The confusion wasn't cleared up until Prime Minister Jacinda Ardern was asked about it by journalists at around 1:15pm on Sunday. She didn't mention it at all in her prepared statement.
"We are spending a bit of time looking into that - what exactly occurred where we were able to have on Instagram and Twitter essentially a message that was asking 700,000 people to get a test," she told The AM Show on Monday morning.
"I can assure you, if we were going to ask that many people to get tested we wouldn't do it via Twitter."
She said the Government moved quickly to correct the misinformation. Newshub contacted the Ministry of Health early on Sunday morning to query the message, asking why what appeared to be an important request was put on social media on a Saturday evening, rather than through typical channels. We got no response - finding out at the same time as the public at Ardern's press conference that it was a mistake.

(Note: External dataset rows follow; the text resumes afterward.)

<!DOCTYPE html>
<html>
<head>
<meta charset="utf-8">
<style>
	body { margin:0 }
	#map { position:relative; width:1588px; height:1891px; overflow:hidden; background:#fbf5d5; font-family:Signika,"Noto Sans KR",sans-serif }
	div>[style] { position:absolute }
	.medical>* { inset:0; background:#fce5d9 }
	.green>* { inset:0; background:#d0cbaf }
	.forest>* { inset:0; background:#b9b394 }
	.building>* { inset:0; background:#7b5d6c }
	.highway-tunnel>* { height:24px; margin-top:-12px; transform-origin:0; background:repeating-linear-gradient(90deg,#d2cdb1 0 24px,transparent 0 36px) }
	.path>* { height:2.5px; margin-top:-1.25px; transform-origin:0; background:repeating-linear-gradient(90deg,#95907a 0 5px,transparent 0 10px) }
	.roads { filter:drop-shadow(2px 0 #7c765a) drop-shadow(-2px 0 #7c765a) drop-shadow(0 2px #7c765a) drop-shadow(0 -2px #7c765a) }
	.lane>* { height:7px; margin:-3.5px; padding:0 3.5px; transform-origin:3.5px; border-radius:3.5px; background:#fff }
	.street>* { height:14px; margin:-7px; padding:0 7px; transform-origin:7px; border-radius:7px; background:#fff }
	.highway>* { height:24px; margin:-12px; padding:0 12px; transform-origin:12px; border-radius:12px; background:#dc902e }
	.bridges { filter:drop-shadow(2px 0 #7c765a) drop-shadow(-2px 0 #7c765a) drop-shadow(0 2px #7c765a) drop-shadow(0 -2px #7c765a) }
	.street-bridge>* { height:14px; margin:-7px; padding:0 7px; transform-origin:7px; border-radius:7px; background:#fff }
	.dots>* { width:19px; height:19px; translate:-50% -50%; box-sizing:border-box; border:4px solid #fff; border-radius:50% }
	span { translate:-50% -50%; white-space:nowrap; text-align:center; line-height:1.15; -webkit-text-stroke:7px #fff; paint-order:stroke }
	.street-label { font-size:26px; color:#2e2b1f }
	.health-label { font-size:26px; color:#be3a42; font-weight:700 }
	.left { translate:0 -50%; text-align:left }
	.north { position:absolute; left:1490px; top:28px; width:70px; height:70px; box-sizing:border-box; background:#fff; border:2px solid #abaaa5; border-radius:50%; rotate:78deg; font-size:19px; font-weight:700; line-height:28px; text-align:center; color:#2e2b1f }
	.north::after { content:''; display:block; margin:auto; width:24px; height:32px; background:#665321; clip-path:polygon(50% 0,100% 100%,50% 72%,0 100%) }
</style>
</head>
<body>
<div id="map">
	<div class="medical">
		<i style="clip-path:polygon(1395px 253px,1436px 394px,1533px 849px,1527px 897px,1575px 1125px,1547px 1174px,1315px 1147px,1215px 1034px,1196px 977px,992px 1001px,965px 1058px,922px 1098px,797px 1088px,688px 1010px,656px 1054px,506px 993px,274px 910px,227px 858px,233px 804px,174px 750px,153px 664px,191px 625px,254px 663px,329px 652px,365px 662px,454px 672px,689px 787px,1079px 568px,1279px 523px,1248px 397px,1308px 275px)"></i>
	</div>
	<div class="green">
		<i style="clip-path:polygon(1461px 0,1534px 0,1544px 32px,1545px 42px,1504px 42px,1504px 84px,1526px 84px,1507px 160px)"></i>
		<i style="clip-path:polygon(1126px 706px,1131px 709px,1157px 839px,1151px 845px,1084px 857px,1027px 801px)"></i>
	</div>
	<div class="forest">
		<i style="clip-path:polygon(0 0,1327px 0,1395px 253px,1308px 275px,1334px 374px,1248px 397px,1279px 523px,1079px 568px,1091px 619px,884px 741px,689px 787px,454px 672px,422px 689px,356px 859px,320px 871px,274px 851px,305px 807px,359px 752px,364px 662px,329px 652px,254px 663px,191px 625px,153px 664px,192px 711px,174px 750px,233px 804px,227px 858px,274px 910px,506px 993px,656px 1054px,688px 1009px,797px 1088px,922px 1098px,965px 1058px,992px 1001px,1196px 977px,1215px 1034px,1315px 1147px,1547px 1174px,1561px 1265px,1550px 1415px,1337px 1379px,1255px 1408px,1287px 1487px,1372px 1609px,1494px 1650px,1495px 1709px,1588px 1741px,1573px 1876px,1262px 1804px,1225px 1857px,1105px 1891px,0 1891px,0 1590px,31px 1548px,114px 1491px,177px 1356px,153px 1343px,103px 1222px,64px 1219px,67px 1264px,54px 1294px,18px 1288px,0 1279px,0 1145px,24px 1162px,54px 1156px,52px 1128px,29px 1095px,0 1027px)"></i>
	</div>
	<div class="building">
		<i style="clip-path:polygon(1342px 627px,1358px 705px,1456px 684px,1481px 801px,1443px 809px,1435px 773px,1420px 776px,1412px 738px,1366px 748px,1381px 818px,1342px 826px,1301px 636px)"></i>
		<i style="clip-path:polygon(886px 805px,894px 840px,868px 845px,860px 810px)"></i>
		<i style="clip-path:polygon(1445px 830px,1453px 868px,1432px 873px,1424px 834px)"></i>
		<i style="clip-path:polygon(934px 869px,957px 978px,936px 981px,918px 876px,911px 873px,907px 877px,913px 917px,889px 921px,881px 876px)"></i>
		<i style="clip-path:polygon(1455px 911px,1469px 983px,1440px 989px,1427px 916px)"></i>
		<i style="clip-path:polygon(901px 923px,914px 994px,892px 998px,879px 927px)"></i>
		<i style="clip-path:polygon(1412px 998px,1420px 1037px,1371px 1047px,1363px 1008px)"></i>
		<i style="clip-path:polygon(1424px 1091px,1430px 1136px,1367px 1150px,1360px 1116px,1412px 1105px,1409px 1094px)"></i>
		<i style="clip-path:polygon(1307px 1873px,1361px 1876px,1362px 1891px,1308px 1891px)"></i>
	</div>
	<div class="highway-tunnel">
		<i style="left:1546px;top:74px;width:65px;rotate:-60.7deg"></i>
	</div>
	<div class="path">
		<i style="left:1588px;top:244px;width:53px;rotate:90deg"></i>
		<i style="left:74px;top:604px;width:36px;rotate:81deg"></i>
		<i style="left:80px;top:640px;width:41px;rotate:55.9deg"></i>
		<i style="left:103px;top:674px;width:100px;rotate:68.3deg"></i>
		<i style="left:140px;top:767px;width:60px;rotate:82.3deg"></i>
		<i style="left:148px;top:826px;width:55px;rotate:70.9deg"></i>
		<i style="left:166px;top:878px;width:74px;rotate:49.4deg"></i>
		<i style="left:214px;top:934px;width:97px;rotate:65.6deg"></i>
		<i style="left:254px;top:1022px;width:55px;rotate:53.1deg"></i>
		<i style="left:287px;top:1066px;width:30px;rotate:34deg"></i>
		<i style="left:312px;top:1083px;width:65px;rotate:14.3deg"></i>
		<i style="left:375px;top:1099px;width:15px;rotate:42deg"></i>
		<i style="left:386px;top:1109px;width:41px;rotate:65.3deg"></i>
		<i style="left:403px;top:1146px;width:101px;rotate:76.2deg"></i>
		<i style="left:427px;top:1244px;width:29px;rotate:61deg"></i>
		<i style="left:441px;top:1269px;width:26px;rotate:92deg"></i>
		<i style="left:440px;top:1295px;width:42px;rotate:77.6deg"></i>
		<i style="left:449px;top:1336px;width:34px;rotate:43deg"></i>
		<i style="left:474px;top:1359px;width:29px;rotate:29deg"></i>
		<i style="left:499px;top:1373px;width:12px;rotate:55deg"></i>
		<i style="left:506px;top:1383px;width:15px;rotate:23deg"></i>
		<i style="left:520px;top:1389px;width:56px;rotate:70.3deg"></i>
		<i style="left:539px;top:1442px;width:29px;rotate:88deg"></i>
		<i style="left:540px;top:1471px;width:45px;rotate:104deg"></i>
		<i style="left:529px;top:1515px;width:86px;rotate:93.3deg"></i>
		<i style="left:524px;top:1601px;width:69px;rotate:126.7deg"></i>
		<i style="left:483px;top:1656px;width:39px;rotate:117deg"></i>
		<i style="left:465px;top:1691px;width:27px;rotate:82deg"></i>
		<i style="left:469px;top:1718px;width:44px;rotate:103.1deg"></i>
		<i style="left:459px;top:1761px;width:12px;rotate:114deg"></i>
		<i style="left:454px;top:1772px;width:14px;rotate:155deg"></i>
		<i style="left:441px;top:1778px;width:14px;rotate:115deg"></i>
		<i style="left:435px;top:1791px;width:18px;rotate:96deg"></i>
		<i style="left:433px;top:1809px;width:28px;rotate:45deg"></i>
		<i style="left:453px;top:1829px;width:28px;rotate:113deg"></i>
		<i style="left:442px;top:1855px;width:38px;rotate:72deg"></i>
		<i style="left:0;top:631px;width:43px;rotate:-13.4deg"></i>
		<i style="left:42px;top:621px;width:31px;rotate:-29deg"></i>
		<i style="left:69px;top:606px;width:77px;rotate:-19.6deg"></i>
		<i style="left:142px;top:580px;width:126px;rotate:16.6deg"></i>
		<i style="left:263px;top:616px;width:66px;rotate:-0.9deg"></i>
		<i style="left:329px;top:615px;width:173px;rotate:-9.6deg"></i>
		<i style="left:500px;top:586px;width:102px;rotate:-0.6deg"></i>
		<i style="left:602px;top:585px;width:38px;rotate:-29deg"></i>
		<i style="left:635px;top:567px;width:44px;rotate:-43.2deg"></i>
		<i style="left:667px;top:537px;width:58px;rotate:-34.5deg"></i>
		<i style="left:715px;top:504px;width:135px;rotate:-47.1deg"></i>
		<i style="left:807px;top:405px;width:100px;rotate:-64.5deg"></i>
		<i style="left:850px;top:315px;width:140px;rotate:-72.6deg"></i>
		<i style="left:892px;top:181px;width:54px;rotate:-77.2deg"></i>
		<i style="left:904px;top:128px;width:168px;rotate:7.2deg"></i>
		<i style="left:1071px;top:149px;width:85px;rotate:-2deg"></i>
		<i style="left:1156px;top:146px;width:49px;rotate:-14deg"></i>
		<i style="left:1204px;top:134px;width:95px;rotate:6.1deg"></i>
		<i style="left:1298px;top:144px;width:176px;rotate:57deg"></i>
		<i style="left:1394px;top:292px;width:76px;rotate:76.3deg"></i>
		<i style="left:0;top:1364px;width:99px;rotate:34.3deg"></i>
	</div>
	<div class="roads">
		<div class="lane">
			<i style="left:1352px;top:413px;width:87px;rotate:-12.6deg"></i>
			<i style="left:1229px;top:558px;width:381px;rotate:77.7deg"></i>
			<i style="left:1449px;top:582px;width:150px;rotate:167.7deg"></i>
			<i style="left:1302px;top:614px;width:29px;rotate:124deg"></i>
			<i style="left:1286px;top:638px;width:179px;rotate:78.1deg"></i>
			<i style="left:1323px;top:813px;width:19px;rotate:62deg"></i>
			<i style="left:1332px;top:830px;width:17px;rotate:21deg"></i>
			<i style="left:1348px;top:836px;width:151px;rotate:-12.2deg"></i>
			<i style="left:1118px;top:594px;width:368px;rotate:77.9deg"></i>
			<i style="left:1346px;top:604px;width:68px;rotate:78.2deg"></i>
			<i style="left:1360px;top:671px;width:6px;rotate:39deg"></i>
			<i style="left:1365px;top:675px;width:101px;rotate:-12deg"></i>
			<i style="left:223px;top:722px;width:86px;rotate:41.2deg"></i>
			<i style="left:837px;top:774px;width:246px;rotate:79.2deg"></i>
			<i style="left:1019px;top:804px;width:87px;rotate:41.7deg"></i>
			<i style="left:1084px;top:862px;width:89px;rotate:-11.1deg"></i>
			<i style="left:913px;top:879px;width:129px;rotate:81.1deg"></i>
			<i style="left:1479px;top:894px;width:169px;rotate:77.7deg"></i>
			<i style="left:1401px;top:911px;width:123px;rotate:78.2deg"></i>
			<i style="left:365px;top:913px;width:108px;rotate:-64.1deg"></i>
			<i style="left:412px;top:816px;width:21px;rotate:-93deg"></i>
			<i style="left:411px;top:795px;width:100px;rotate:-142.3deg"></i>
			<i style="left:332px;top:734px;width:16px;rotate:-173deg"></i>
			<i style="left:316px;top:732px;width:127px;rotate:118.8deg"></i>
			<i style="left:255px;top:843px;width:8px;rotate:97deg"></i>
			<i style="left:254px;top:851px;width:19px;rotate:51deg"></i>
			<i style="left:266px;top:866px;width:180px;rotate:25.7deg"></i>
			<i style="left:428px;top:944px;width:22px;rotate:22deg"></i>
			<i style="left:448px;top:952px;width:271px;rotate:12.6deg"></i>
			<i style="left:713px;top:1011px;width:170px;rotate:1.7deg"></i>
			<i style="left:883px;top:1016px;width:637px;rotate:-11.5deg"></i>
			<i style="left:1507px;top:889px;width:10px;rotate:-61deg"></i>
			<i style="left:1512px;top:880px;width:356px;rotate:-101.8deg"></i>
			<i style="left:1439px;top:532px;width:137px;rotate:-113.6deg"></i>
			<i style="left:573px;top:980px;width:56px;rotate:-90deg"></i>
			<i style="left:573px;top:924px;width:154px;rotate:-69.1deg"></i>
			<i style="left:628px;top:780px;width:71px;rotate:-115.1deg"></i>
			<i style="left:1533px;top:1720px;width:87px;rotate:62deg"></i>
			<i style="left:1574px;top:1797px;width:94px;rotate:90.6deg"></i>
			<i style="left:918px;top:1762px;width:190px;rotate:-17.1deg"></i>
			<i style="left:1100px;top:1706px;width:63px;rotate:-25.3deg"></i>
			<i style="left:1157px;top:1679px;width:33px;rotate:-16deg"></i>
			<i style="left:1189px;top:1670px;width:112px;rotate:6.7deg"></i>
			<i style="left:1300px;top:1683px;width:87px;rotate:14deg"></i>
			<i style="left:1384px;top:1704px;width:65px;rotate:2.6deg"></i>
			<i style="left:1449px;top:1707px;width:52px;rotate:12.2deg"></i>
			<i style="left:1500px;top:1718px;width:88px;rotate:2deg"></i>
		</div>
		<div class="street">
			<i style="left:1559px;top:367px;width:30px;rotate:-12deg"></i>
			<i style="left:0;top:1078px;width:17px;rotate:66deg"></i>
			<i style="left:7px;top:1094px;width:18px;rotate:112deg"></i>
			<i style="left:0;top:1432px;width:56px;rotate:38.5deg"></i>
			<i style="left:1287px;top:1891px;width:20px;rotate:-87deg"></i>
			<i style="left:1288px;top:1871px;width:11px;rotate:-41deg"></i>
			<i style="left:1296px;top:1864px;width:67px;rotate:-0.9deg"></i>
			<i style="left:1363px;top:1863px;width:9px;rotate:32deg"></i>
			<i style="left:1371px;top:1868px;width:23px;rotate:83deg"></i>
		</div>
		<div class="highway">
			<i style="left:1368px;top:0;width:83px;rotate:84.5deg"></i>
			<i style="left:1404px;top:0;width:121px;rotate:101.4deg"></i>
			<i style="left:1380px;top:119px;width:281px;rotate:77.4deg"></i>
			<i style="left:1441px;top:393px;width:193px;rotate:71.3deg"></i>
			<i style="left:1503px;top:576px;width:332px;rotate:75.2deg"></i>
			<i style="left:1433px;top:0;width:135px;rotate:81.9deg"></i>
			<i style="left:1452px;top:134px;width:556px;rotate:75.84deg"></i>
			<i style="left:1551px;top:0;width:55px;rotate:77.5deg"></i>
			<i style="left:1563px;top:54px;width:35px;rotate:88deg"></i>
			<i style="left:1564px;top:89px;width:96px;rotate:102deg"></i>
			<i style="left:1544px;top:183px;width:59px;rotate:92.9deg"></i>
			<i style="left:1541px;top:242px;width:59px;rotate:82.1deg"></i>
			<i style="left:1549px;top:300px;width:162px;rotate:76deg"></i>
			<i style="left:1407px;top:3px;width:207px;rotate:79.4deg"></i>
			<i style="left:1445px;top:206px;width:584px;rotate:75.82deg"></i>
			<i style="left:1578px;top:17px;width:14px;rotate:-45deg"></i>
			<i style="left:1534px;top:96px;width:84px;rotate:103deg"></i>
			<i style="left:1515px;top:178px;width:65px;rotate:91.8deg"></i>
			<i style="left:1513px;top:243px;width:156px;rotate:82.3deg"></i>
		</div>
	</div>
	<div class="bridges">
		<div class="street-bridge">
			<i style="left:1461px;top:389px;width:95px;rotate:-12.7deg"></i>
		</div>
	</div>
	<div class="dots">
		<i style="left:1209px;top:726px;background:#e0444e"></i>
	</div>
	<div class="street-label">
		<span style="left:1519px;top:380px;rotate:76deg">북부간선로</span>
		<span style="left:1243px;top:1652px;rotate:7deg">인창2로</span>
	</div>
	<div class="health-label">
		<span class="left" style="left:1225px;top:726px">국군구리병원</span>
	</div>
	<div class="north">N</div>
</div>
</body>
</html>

Ardern apologised for the mistake, blaming a breakdown in "communication between those who were giving the advice and those who were plopping it online".
"This is a stressful enough situation for New Zealand without having that added to it."
She said it was likely no one person would be to blame, but should have more detail in the next 24 hours.
"This actually has been a campaign that by and large has done an exceptionally good job of communicating with New Zealanders - there's been an example here of where it hasn't worked."
Collins said it was reassuring to hear the Prime Minister take responsibility.
"Up until now they've done a pretty good job... what's unfortunate is you can't have the Prime Minister or [Director-General of Health Ashley] Bloomfield coming out to save every incident where their officials have got it wrong."
Auckland Mayor Phil Goff was philosophical, telling Newshub "mistakes get made".